Researchers are only beginning to tease out, however, exactly how much is lost and how much is gained by the marriage of parity and managed care.
Some studies suggest that in states that already use management strategies to control the costs of mental health treatment, parity laws have had a beneficial effect.
"If you don't have parity and you have a heavily managed system," said Dr.
Regier of the American Psychiatric Association's research and education institute, "you have a double whammy against patients: not only higher co-payments and restrictions, but also the gantlet of medical necessity determinations and more frequent reviews that come with management."
Parity, when it arrives, removes the arbitrary limits on care, and may increase the number of people who have access to treatment.

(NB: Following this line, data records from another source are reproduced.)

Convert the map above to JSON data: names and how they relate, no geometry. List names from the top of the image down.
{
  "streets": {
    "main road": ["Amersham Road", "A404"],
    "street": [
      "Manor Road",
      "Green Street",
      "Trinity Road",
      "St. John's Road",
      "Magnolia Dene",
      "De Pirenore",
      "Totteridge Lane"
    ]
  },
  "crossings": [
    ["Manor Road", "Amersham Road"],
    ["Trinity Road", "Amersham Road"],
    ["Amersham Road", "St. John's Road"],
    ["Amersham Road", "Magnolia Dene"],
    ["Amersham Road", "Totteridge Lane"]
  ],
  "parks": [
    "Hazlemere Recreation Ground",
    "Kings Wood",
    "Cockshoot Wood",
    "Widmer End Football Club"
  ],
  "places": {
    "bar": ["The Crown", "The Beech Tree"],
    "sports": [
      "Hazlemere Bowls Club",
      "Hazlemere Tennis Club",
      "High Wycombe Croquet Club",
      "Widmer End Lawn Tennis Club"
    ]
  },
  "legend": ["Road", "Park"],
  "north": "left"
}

In one study, for example, researchers found that the combination of parity and managed care led to an increase in the number of adults and children who used outpatient mental health services. (The length of time patients spent in outpatient treatment stayed the same, the study found, and the use of inpatient hospital beds declined.)
In other states, however, where managed care enters on parity's arm, equal-coverage laws do not seem powerful enough to dampen the impact of cost cutting by managed care companies, Dr. Regier said.
And researchers still do not know what effect, if any, parity has on the division of costs between private health plans and the public mental health system, which has traditionally cared for the most severely ill — and thus most expensive — patients.
One possibility is that with parity legislation, patients are able to stay in the private sector longer, reducing the burden on taxpayers, who foot the bill for public-system care. But the shifting of expense, some experts point out, could also go the other way, if insurers use managed care to push more severely ill patients into the public system, to be cared for by community mental health centers, state hospitals and federal subsidy programs like Medicaid.
What is clear is that, parity or no parity, insurers continue to do what they can to control the expense of mental health treatment, and to avoid attracting the most expensive patients.
Yet for many who depend on their health insurance to offer lifesaving help in times of crisis and to keep them afloat when the crisis has passed, parity in any form is worthwhile.
"Without parity," Kathryn Lynnes said, "you don't even get to argue about managed care."